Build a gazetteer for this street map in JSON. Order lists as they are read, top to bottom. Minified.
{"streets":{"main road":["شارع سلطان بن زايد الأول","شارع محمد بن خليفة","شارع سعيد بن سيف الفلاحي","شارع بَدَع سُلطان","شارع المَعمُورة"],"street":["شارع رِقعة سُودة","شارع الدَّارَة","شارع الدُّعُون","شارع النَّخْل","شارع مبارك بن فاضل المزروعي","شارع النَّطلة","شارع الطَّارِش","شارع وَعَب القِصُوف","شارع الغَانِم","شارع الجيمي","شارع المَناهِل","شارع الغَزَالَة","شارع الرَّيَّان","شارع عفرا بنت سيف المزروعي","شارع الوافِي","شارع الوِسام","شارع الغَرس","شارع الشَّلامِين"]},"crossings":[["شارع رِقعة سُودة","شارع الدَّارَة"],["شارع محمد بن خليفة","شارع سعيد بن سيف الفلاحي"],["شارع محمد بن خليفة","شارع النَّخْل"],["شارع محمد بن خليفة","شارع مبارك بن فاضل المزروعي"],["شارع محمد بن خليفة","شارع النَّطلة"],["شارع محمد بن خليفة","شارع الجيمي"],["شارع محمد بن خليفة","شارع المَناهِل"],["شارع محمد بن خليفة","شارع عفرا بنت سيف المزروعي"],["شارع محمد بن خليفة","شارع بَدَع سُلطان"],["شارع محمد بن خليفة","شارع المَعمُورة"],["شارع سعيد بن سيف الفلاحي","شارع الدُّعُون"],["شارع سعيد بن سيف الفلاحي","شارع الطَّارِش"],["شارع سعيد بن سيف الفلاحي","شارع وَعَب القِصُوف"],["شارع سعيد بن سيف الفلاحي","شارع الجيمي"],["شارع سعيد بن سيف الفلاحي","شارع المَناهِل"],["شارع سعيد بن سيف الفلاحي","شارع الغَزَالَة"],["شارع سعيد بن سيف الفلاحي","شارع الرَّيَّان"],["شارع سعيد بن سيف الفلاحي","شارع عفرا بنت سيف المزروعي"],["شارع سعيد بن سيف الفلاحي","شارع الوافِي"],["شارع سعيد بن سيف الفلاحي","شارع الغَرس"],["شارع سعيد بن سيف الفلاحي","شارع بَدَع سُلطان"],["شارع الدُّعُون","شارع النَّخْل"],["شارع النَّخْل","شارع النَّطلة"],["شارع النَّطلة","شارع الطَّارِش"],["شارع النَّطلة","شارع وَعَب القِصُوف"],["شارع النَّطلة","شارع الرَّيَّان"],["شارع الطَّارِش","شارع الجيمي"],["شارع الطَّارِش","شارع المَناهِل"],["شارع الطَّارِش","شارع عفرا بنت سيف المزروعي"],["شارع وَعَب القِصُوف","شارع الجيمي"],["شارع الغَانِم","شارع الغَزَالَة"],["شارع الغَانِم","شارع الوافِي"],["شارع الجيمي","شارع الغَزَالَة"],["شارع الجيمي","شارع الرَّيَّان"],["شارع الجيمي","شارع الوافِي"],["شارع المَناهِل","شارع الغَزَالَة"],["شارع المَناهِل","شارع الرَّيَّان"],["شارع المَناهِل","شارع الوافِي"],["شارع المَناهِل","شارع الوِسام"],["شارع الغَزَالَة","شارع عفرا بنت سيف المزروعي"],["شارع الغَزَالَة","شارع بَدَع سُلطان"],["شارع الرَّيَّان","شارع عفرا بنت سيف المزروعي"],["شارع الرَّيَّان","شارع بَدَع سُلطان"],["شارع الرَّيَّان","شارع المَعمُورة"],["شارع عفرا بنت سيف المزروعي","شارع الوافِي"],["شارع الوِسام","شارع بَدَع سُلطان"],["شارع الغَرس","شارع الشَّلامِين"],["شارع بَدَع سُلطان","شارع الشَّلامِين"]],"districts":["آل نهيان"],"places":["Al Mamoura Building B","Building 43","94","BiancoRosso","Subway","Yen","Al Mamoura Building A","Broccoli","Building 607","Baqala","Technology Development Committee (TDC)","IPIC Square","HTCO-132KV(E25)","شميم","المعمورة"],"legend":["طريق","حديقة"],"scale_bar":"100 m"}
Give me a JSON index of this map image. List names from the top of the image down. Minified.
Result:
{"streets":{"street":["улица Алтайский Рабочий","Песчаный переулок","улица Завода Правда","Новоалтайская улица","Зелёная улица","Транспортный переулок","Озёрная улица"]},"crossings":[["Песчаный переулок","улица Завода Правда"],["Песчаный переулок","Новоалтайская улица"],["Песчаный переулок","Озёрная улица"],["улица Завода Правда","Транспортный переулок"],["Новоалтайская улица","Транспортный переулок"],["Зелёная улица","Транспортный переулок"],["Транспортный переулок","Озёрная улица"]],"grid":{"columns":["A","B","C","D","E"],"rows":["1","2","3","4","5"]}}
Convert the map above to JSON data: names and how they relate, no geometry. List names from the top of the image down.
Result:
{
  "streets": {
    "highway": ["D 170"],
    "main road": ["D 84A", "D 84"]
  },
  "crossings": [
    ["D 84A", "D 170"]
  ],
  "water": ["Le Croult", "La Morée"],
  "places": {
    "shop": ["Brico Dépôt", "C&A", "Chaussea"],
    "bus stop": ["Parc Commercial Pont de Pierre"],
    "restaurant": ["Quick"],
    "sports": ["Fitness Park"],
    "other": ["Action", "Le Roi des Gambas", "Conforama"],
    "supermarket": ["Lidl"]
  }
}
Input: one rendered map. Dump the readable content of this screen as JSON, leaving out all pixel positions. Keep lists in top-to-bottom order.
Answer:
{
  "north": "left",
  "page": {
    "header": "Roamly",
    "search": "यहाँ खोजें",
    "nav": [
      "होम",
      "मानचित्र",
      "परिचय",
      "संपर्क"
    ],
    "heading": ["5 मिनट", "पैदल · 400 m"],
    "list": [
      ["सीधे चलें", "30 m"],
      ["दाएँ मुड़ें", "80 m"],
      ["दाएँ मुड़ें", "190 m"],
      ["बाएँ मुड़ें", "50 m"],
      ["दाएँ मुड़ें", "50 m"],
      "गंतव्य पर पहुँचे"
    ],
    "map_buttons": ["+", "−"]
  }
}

- _ABOUT THIS TASK_
Copy the line containing "Convert the map" and every line after it, through the last line of the records. Include nothing else.

- _TASK SOLUTION_
Convert the map above to JSON data: names and how they relate, no geometry. List names from the top of the image down.
Result:
{
  "streets": {
    "highway": ["D 170"],
    "main road": ["D 84A", "D 84"]
  },
  "crossings": [
    ["D 84A", "D 170"]
  ],
  "water": ["Le Croult", "La Morée"],
  "places": {
    "shop": ["Brico Dépôt", "C&A", "Chaussea"],
    "bus stop": ["Parc Commercial Pont de Pierre"],
    "restaurant": ["Quick"],
    "sports": ["Fitness Park"],
    "other": ["Action", "Le Roi des Gambas", "Conforama"],
    "supermarket": ["Lidl"]
  }
}
Input: one rendered map. Dump the readable content of this screen as JSON, leaving out all pixel positions. Keep lists in top-to-bottom order.
Answer:
{
  "north": "left",
  "page": {
    "header": "Roamly",
    "search": "यहाँ खोजें",
    "nav": [
      "होम",
      "मानचित्र",
      "परिचय",
      "संपर्क"
    ],
    "heading": ["5 मिनट", "पैदल · 400 m"],
    "list": [
      ["सीधे चलें", "30 m"],
      ["दाएँ मुड़ें", "80 m"],
      ["दाएँ मुड़ें", "190 m"],
      ["बाएँ मुड़ें", "50 m"],
      ["दाएँ मुड़ें", "50 m"],
      "गंतव्य पर पहुँचे"
    ],
    "map_buttons": ["+", "−"]
  }
}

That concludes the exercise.